Drug resistance is already one of the world’s biggest killers, directly responsible for more deaths than HIV/AIDS and malaria combined, and it’s on the rise. In time, it could even reverse the 23-year increase in worldwide life expectancy that antibiotics have helped us achieve, as highly treatable infections once again become untreatable. To prevent this from happening, organizations like mine, the Global Antibiotic Research & Development Partnership (GARDP), are working to accelerate the development of and access to much-needed antibiotics that target priority pathogens — those multidrug-resistant bacteria that pose the greatest threat — to stay ahead of superbugs.

That, however, may become even more challenging if the speed at which bugs develop resistance is further accelerated because of continually increasing and prolonged conflicts across the globe. And once bacteria develop resistance to antibiotics, this ability can easily spread to other similar bacteria and to different strains and be transmitted beyond the conflict zone and between humans, for example through soldiers returning home after fighting overseas. This is precisely how Acinetobacter baumannii, one of the most leading pathogens responsible for hospital acquired infections, came to the U.S. following Desert Storm and the Iraqi conflict.
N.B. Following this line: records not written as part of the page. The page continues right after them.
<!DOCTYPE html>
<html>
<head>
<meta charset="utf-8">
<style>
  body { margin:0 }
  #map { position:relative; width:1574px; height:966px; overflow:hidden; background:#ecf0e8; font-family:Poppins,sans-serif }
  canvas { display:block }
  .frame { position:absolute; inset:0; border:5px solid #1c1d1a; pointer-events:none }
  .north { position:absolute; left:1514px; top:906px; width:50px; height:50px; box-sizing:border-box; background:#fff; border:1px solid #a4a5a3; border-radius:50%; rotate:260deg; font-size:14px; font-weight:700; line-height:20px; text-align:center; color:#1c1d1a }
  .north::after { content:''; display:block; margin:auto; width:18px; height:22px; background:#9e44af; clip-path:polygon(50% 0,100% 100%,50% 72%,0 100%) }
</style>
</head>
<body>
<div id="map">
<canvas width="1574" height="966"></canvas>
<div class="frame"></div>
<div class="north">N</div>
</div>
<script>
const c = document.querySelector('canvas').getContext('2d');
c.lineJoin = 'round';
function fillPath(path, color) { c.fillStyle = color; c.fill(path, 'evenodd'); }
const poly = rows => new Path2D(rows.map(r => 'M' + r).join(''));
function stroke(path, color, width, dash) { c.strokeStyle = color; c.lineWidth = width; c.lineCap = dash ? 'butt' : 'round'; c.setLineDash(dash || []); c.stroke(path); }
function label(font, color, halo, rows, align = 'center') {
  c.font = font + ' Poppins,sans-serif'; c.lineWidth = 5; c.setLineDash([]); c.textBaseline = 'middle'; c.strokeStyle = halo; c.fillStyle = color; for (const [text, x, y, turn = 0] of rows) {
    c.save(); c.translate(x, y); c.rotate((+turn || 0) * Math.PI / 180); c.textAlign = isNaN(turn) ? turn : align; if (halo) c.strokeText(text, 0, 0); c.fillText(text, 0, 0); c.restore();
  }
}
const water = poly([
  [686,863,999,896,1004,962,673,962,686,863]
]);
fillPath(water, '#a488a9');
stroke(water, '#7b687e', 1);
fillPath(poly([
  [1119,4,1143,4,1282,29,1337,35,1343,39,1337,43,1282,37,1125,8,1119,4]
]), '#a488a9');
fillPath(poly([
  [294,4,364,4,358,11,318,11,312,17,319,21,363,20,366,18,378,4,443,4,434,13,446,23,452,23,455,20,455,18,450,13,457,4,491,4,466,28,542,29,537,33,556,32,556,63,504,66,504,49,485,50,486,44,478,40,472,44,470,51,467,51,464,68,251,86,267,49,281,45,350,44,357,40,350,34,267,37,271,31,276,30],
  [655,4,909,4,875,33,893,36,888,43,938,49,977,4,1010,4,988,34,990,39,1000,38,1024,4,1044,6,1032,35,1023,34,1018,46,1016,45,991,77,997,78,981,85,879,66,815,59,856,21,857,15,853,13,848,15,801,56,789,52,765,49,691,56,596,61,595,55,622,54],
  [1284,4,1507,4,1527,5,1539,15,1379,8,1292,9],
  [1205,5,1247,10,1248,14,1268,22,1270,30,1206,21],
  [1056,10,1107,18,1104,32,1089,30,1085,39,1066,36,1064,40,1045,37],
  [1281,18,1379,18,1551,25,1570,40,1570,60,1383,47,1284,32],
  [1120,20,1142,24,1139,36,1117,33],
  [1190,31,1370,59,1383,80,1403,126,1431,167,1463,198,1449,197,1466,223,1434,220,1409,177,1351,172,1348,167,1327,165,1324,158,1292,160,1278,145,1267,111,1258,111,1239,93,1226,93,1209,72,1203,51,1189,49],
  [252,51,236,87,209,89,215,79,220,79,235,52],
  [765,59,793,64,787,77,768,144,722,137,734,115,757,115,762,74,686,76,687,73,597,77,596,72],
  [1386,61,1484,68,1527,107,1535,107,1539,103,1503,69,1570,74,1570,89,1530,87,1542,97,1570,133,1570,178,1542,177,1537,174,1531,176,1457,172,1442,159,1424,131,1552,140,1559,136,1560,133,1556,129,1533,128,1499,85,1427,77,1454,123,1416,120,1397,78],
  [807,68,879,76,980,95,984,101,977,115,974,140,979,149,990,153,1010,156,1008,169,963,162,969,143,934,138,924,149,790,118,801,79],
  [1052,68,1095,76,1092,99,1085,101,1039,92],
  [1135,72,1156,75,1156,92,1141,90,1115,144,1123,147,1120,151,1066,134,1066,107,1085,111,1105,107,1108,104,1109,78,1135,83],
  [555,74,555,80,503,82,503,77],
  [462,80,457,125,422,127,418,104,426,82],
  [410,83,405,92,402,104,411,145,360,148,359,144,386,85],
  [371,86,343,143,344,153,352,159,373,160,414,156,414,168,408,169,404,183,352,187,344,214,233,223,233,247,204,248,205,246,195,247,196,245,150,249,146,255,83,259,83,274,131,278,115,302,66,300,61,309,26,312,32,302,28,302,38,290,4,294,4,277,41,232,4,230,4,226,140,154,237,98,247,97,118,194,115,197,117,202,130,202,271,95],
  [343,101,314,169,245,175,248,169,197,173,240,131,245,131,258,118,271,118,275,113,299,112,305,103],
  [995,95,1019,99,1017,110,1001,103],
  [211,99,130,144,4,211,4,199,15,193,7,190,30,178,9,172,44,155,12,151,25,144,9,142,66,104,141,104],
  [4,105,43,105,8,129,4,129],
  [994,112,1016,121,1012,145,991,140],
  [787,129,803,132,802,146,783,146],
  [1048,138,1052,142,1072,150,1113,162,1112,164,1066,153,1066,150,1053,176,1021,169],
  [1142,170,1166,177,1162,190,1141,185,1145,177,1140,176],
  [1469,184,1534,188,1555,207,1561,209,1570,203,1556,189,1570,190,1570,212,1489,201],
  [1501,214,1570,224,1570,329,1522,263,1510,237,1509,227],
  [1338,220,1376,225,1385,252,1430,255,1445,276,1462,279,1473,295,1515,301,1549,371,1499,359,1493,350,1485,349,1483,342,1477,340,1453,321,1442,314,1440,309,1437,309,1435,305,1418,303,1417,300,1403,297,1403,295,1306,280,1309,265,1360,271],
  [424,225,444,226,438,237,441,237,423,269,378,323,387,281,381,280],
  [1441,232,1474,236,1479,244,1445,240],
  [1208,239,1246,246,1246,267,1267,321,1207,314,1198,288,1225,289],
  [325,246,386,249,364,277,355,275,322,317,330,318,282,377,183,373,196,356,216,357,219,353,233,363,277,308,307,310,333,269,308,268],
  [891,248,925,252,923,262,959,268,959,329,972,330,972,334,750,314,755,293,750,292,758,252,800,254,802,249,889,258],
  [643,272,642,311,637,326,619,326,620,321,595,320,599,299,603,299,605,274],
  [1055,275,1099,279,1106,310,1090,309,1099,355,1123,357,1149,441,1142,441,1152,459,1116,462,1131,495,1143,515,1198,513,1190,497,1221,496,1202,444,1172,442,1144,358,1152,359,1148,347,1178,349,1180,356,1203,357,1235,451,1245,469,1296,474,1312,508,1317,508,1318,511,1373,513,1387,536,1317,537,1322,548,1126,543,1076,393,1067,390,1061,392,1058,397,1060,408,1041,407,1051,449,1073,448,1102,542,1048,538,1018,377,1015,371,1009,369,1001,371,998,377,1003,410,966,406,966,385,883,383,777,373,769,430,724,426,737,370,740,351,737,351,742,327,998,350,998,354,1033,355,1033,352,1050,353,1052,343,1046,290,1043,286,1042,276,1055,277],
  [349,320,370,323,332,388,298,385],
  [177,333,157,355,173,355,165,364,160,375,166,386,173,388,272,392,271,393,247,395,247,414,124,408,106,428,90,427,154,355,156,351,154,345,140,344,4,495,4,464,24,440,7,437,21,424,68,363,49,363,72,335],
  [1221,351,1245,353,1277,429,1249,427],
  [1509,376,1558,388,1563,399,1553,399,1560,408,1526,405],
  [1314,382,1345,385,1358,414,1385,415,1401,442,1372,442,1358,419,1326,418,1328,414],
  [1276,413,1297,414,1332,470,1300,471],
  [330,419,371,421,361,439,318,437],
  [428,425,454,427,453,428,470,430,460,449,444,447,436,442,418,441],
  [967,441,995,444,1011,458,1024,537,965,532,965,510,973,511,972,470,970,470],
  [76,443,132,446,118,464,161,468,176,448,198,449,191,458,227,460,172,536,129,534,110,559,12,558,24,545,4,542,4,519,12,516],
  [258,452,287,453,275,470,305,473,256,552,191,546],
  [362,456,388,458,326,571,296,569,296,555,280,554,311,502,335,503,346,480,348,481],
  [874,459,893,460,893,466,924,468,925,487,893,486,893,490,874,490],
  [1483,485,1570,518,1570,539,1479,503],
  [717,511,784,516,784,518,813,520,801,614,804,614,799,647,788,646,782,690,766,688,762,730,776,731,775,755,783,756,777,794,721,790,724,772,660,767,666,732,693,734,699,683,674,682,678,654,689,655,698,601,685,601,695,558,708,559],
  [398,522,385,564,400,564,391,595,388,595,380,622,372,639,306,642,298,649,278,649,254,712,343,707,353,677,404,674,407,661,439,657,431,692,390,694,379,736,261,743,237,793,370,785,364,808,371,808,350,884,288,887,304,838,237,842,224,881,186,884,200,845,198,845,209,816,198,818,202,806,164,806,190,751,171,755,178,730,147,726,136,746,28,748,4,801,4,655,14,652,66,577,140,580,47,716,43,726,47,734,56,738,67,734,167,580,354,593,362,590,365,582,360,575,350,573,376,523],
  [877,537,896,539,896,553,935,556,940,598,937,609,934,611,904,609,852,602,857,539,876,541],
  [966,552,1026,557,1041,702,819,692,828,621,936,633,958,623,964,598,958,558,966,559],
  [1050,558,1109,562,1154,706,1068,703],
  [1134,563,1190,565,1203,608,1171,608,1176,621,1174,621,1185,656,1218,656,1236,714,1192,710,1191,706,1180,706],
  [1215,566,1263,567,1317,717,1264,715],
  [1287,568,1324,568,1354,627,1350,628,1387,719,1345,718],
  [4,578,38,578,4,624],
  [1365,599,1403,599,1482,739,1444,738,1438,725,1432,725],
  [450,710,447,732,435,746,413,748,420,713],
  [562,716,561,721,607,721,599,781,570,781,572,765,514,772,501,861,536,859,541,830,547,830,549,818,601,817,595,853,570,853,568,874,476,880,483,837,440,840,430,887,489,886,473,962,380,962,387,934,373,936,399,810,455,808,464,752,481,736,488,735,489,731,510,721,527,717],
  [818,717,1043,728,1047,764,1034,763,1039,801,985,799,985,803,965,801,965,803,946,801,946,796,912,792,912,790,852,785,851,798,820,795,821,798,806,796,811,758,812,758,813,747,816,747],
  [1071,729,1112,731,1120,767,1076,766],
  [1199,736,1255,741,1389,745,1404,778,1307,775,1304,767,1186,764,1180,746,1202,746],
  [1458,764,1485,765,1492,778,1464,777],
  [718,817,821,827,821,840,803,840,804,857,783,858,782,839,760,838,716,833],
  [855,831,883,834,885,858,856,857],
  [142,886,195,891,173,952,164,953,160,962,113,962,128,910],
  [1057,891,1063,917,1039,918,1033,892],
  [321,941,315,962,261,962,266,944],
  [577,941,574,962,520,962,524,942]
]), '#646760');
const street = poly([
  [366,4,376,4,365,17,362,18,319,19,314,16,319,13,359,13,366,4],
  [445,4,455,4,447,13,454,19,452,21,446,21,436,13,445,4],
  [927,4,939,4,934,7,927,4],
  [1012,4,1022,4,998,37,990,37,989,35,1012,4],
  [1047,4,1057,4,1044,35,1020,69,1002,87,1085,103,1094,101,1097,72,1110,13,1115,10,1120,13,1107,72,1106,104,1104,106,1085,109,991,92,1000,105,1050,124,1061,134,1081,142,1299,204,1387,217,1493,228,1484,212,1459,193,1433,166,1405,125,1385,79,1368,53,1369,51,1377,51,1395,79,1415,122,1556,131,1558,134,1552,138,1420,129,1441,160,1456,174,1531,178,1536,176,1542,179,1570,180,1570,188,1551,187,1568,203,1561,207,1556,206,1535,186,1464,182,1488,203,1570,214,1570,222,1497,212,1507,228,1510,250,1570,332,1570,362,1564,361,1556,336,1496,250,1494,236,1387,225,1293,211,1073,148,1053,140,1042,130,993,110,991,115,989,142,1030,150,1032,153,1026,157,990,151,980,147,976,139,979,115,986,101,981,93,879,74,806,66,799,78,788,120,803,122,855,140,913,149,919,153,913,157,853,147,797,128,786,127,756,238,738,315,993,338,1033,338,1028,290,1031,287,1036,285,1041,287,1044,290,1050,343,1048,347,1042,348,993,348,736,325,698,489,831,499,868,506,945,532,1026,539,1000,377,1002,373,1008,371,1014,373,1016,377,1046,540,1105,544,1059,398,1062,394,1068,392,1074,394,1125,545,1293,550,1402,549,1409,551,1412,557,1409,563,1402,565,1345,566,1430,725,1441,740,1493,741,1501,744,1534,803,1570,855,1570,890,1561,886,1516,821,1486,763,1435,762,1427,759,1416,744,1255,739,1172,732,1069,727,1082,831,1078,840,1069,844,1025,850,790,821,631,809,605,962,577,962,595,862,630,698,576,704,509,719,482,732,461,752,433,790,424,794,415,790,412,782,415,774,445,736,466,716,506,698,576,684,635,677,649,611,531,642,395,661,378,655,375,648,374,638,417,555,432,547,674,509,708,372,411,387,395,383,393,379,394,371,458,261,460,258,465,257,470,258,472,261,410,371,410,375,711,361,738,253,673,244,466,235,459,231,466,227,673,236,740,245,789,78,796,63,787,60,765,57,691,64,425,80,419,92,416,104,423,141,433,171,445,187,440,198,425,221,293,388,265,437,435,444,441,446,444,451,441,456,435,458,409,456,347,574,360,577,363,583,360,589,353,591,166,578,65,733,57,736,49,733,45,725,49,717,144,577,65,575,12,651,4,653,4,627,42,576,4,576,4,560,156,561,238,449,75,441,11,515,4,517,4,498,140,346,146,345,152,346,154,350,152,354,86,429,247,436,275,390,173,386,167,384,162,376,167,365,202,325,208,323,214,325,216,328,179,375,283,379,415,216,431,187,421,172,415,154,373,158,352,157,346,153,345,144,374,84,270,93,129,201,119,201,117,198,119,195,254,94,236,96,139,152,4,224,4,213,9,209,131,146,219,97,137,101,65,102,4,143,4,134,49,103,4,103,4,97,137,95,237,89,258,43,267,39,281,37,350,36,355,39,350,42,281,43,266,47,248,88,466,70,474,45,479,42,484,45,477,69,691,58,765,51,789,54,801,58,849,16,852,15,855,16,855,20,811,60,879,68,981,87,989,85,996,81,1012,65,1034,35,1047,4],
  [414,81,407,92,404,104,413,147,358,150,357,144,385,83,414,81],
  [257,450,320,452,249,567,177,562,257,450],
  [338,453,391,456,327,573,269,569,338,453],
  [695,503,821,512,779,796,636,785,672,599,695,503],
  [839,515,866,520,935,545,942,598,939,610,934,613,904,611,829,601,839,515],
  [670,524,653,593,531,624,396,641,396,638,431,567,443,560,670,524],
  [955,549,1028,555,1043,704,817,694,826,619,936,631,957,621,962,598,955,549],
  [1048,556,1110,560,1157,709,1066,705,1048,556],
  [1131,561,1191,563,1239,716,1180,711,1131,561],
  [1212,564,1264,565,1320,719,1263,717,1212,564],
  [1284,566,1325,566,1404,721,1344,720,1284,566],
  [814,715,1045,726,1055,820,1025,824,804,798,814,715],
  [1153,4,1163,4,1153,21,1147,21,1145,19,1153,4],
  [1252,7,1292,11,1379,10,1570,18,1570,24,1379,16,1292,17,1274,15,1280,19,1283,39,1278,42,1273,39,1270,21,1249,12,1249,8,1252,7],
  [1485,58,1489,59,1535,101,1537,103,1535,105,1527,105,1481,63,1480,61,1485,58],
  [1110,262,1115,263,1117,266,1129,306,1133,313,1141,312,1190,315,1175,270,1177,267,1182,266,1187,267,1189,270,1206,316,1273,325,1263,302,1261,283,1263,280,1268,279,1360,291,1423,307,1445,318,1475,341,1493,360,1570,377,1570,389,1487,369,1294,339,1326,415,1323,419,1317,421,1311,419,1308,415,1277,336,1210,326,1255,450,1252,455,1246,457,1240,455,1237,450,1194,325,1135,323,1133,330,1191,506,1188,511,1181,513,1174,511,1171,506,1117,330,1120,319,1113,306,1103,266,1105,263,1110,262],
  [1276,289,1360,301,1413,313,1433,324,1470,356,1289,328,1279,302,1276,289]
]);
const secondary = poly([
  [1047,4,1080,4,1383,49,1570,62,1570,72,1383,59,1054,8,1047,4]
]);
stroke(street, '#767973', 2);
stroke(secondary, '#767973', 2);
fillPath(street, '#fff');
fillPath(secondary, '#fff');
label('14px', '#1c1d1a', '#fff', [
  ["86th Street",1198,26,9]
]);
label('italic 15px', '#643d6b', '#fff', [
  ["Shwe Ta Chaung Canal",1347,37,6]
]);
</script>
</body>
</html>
Infection prevention and control is difficult to achieve in a war zone, but it is also one of our best and most effective weapons in the global fight against AMR. So, in addition to underscoring the need for new antibiotics and better access to existing ones, we should not forget that historically, infectious diseases often claim more lives during wars than combat.

It should go without saying that it is in everyone’s best interest for all conflicts to be brought to a swift and peaceful resolution, and to make access to effective antibiotics a priority whenever this is not possible. But it’s worth saying anyway, because the longer conflicts persist the more they will affect not just the health and lives of those people caught in the conflict zones, but people all across the world and for decades to come.

Manica Balasegaram is the executive director of the Global Antibiotic Research & Development Partnership (GARDP).